In this appendix, we present in detail the methodology we followed to evaluate the goodness of our X-ray spectral fit analysis (App. B.1). We also explore the informational gain we obtained for the model parameters (App. B.2) and the reliability of our results (App. B.3), particularly in the case of low-count spectra.

B.1. Goodness of fit

The goodness of fit (GoF) evaluates how well the selected model in a fitting procedure reproduces the observed data. While no statistical test is able to confirm that the model is correct, if the GoF does not reach a certain significance level, the model can be rejected. The Cash statistic we used for our BXA X-ray spectral fits does not provide a GoF test (unlike the χ2 statistics, for example). However, Kaastra (2017) proposed a Cash-based test for model testing: for a given model, it is possible to calculate the expected Cash value (Ce) and its variance (Cv). For a selected significance level, it is then possible to define an interval centred around Ce. If the Cash value for the best-fit model is outside this interval, then the model is rejected. We performed this test for the X-ray spectral fits for all sources in our sample. Using a 90% significance level, the model was not rejected for all sources.

Alternatively, a robust, fully Bayesian approach for estimating the GoF is through posterior predictive checks (see e.g. Chapter 6 of Gelman et al. 2014). The basic idea of the method is to do a random sampling of the posterior distribution obtained during the fitting procedure, and then create simulated data for this random sampling. This simulated data set can be compared to the actual observed data set via visual or statistical methods. For example a qualitative, visual test can be done via QQ-plots (Buchner et al. 2014; Buchner & Boorman 2023), where the cumulative count distributions of the data and the model are compared. In the top panels of Fig. B.1, we show the differential QQ-plots using the BXA results for a Chandra source selected from our sample. The plots show the difference for the normalised cumulative distribution of counts between the data and the model, as a function of the observed energy. The grey shaded areas show the one- and two-sigma percentiles for 5000 simulated spectra using a sampling of the UXClumpy model parameters from the BXA posterior distribution, and the corresponding instrumental set-up for the observed spectrum (same response matrices and exposure times) and background model. The red, shaded areas in the left panel correspond to the results of the actual posterior distribution. If the results for the observed data show strong deviations from the area defined by the simulations in the QQ-plots, then the model should be rejected.

thumbnail Fig. B.1.

Example of posterior predictive checks for the Chandra source CCLS LID 460. The panels on the left show the results for the source data, while the right panels correspond to the background data. Top panels: Differential QQ-plots. The grey shaded areas show the one-sigma and two-sigma percentiles for 5000 X-ray spectral simulations using a random sampling of the posterior distribution.
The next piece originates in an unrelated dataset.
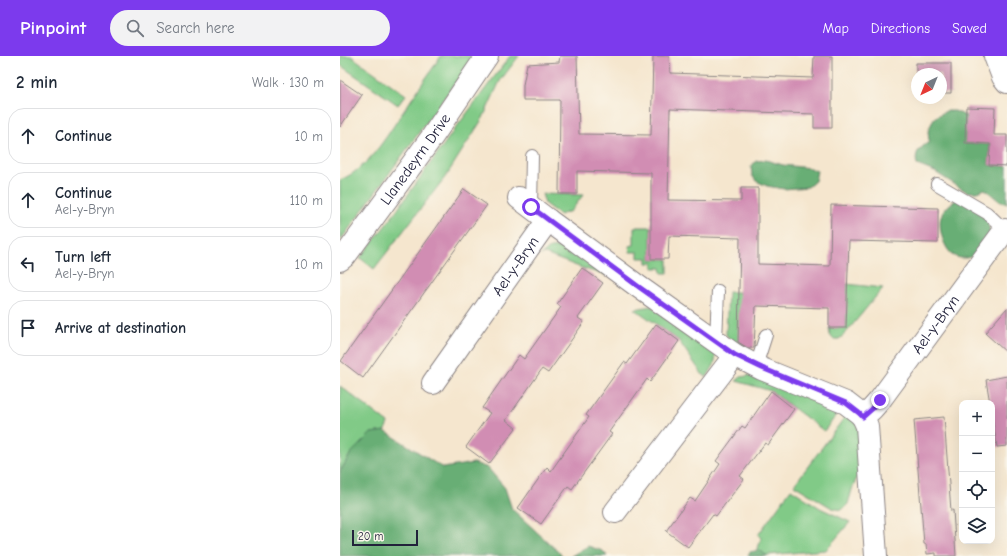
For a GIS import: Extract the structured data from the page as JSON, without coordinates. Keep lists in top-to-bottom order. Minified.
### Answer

The solid lines correspond to the best-fit model obtained using BXA, and the red shaded areas are the one-sigma and two-sigma percentiles from the posterior distribution. Bottom panels: Grey histograms showing the distribution of the Cash statistic for the simulations. The vertical dashed lines show the Cash value for our best-fit model. The vertical dotted lines and the vertical shaded areas show, respectively, the expected Cash value (Ce) for the best-fit model and the corresponding 90% confidence region estimated using the Kaastra (2017) method. The values in the upper left corner of each panel are the posterior predictive p-values estimated using the simulations.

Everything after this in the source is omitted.